3.2 Remote Inter-Communication Mechanism The proposed architecture also considers remote communication with objects external to the SoC, and that can be accessed through an ethernet network interface, for example. Two special services provide remote invocation capabilities to and from the SoC, but no modifications are necessary for any of the local objects involved. Invocation from external object methods is handled by the object adapter. This adapter includes the proxies for those local objects that are going to be accessed from the outside. It is also

responsible for receiving the messages from the outside (a UDP frame from an ethernet controller, for example), and translating them into invocations of the equivalent local proxy. On the other hand, invocation of external objects methods is the responsibility of the remote server. The server provides local skeletons for the caller proxies of all the remote objects to be contacted, translates invocations received by every proxy to the corresponding message, and routes it accordingly. Since not all objects in the system will require remote interaction, those two services may be optimally generated for the needs of the application.
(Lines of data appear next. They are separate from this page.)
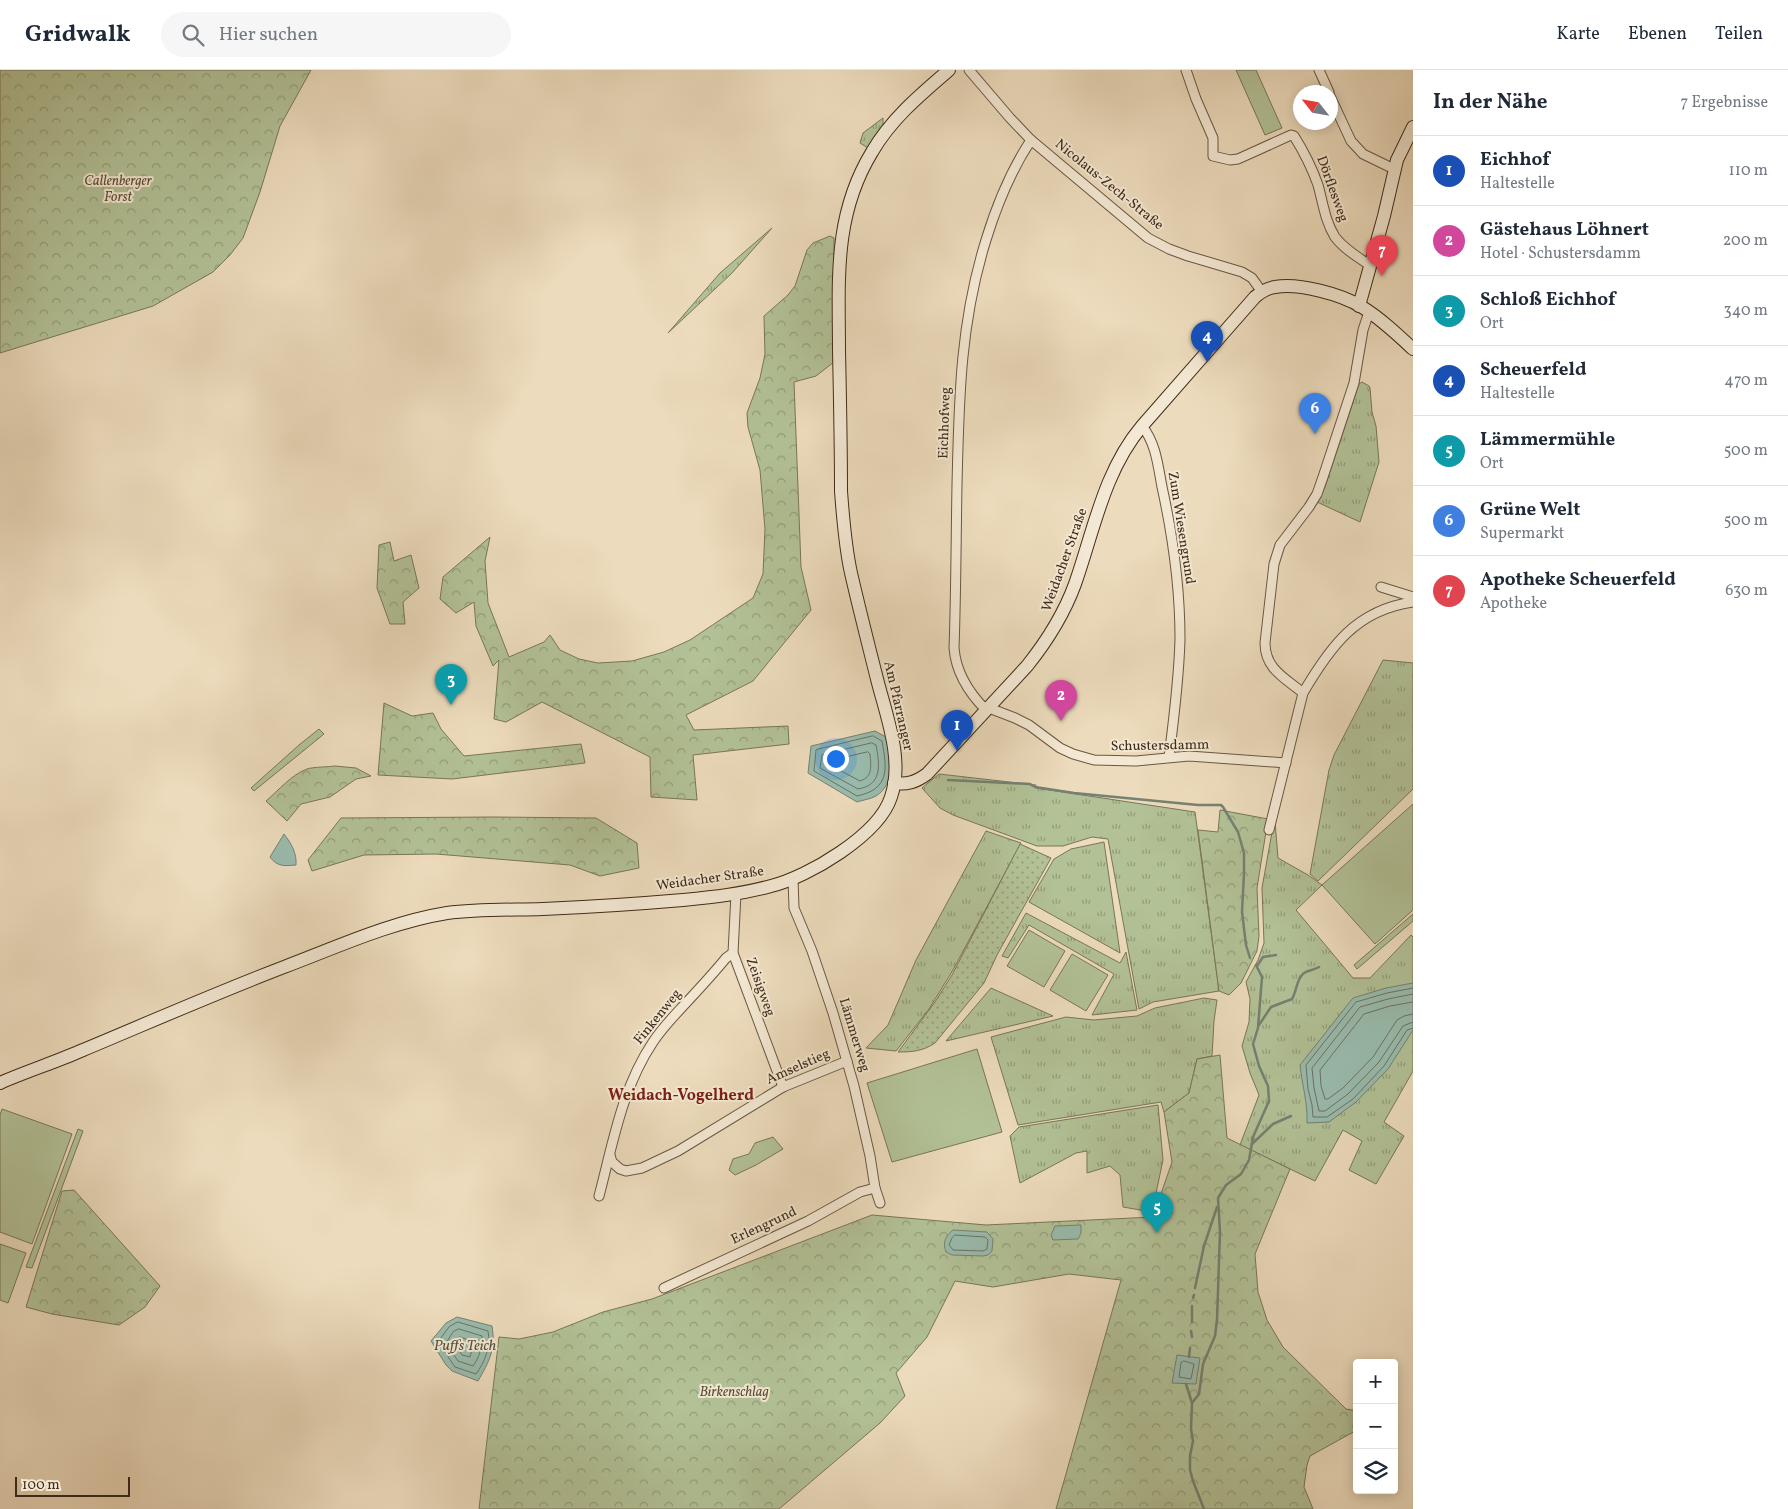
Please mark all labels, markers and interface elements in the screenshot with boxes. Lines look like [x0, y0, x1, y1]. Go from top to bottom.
search box [161, 12, 511, 57]
text: Gridwalk [25, 18, 131, 52]
icon: search [179, 21, 207, 49]
text: Hier suchen [219, 22, 318, 48]
text: Karte [1556, 22, 1600, 47]
text: Ebenen [1628, 22, 1687, 47]
text: Teilen [1715, 22, 1763, 47]
north arrow [1293, 85, 1338, 130]
text: In der Nähe [1433, 88, 1548, 117]
text: 7 Ergebnisse [1681, 92, 1768, 114]
street label: Nicolaus-Zech-Straße [1051, 135, 1168, 235]
text: Eichhof [1480, 147, 1550, 173]
street label: Dörflesweg [1311, 153, 1353, 225]
text: 1 [1446, 160, 1452, 182]
text: 110 m [1729, 160, 1768, 182]
park label: Callenberger Forst [84, 172, 153, 207]
text: Haltestelle [1480, 173, 1555, 195]
text: Gästehaus Löhnert [1480, 217, 1649, 243]
text: 2 [1445, 230, 1453, 252]
text: 200 m [1723, 230, 1768, 252]
pin: 7 [1366, 235, 1398, 276]
text: Hotel · Schustersdamm [1480, 243, 1641, 265]
text: Schloß Eichhof [1480, 287, 1616, 313]
text: 3 [1445, 300, 1453, 322]
text: 340 m [1724, 300, 1768, 322]
text: Ort [1480, 313, 1504, 335]
pin: 4 [1191, 321, 1223, 362]
text: Scheuerfeld [1480, 357, 1587, 383]
text: 4 [1444, 370, 1454, 392]
text: 470 m [1724, 370, 1768, 392]
text: Haltestelle [1480, 383, 1555, 405]
street label: Eichhofweg [934, 387, 956, 459]
pin: 6 [1299, 393, 1331, 434]
text: Lämmermühle [1480, 427, 1615, 453]
text: 5 [1445, 440, 1453, 462]
text: 500 m [1724, 440, 1768, 462]
text: Ort [1480, 453, 1504, 475]
street label: Zum Wiesengrund [1163, 470, 1199, 586]
text: Grüne Welt [1480, 497, 1580, 523]
street label: Weidacher Straße [1037, 505, 1093, 614]
text: 6 [1445, 510, 1453, 532]
text: 500 m [1724, 510, 1768, 532]
text: Supermarkt [1480, 523, 1564, 545]
text: Apotheke Scheuerfeld [1480, 567, 1676, 593]
text: 7 [1445, 580, 1453, 602]
text: 630 m [1725, 580, 1768, 602]
text: Apotheke [1480, 593, 1547, 615]
street label: Am Pfarranger [878, 659, 918, 753]
pin: 3 [435, 664, 467, 705]
pin: 2 [1045, 680, 1077, 721]
pin: 1 [941, 710, 973, 751]
street label: Schustersdamm [1110, 736, 1210, 756]
your location [823, 746, 849, 772]
street label: Weidacher Straße [655, 862, 765, 896]
street label: Zeisigweg [741, 955, 779, 1019]
street label: Finkenweg [630, 985, 686, 1049]
street label: Lämmerweg [834, 996, 874, 1074]
street label: Amselstieg [763, 1044, 833, 1090]
district label: Weidach-Vogelherd [608, 1085, 754, 1107]
pin: 5 [1141, 1192, 1173, 1233]
street label: Erlengrund [728, 1202, 800, 1250]
water label: Puffs Teich [434, 1336, 496, 1357]
map controls [1353, 1359, 1398, 1494]
button: + [1353, 1359, 1398, 1404]
park label: Birkenschlag [699, 1383, 769, 1402]
button: − [1353, 1404, 1398, 1449]
button: layers [1353, 1449, 1398, 1494]
scale bar [15, 1474, 130, 1497]
text: 100 m [22, 1476, 60, 1495]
4. Unified Design Flow One of the main features of the proposed global communication architecture is that it can be fully automatically generated. This prevents the designer from dealing with complicated APIs or concrete communication protocols, and eases design exploration tasks.

Figure 2. Communication Architecture Synthesis Flow The synthesis flow is depicted in figure 2. Initially we should model the application with an object oriented approach. This model will only define a set of entities (objects) and relationships (collaborations) in the domain of the problem, and thus will not be related to any kind of implementation.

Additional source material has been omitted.